Friday, July 07, 2006

My ramble about standardized testing

I recently came across a commentary on the SAT written several years ago by a Rutgers English professor. His thesis is plain: the SAT, or at least the SAT verbal section, is not the meaningless "test on test-taking" that its opponents caricature. Instead, Professor Dowling claims, the exam effectively identifies the verbal competency that is so important for successful college work.

First, I should note that I'm not an entirely unbiased observer here. I placed the stamp on my last college application just over six months ago, and I took the SAT six months before that. It's fresh in my memory. My egoistic subconscious will want to claim, since I scored a 2400, that the SAT is indeed a glorious, inerrant measure of intellectual promise. It isn't.

As I mentioned, Dowling focused on the old verbal section of the SAT. This was fortunate. The verbal section, and the "critical reading" that replaced it, is probably the most effective part of the SAT. It resists attempts at simplification. While on the math or writing sections, a prospective examinee can theoretically prepare for almost any problem "type," the variety of passages and vocabulary on the verbal section makes such fake mastery close to impossible. I'll admit that I don't have any hard data to support this, but my experience with helping others plan for the test leaves me with the impression.

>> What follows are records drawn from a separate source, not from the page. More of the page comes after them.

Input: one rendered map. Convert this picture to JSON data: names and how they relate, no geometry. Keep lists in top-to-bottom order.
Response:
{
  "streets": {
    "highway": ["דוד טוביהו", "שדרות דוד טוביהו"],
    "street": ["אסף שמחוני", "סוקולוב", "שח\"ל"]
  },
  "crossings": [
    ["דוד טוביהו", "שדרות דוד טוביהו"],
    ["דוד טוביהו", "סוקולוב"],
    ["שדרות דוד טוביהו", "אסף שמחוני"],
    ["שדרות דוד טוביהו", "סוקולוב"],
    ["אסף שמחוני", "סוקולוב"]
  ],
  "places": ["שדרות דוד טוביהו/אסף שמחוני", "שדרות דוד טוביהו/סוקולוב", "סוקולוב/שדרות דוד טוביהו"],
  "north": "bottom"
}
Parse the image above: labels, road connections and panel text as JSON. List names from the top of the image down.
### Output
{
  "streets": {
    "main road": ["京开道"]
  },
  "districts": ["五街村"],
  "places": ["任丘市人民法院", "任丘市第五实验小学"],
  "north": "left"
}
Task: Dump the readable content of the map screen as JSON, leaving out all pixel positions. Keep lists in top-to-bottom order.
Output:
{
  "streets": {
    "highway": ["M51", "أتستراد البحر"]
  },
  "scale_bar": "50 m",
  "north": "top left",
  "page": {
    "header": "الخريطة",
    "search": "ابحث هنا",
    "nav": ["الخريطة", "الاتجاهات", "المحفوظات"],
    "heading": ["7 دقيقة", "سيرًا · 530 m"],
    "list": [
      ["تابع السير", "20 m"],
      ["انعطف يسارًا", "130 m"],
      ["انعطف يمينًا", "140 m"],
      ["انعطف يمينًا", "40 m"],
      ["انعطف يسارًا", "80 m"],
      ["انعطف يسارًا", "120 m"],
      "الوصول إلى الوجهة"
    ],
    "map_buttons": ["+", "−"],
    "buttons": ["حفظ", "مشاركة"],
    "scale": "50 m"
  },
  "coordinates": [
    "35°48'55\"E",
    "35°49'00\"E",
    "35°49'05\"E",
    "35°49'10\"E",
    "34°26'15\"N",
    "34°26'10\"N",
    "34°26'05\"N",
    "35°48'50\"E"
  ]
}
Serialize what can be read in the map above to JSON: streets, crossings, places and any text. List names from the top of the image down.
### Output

Yet as I just indicated, the math and writing sections are quite different from the verbal. For instance, the SAT is fine for students without strong interest (or talent) in mathematics. It takes a reasonably accurate snapshot of their ability, which admission officers may find useful. But these students, in general, are not those who are applying to the most selective universities, for whom the SAT is most important. Indeed, at the high end of the math SAT scale, predictive power is hazy at best.

For high-scoring students, the questions become so easy that the main challenge isn't solving them. It's avoiding trivial arithmetic errors. Since so many students find the math questions so easy, the "scaling" process has been made brutal and turns these trivial arithmetic errors into apparently meaningful differences in score. Make 3 little miscalculations on an endless exam? You would have scored 800; now you're lucky to have a 730.

The writing section posesses its own set of flaws. Just as many academics proclaim, the SAT essay is a farce that reinforces formulaic writing with claims to a "standardized" scoring process. I suspect that the five-paragraph essay has destroyed more writing talent than any other scholastic artifice—as you can probably tell, I still haven't recovered (a double tragedy since I never had much talent). In tenth grade, I tried to write a essay for history class in a different style. It sought to imitate the clever organization I saw in real essays—bits from the Atlantic and Harper's and the New Republic. What happened?

Smack! B-minus. Back to the five-paragraph shell.

I should mention that the essay is only one-third of the writing score. The rest consists of multiple-choice questions. This seems paradoxical, reflecting some absurd attempt to impose the SAT philosophy: "How will we measure writing? Well, isn't it obvious? Bubble sheets!"

But I suspect that it's actually more effective than the essay. My gripe with the multiple choice section actually stems from a particular variety of question: "identifying the sentence error." Each problem is a sentence: four parts of the sentence are underlined, labeled "A," "B," "C" and "D". A "no error" option follows, corresponding to "E." If an underlined portion contains a grammatical error, students must bubble the corresponding letter. If none do, they bubble "E."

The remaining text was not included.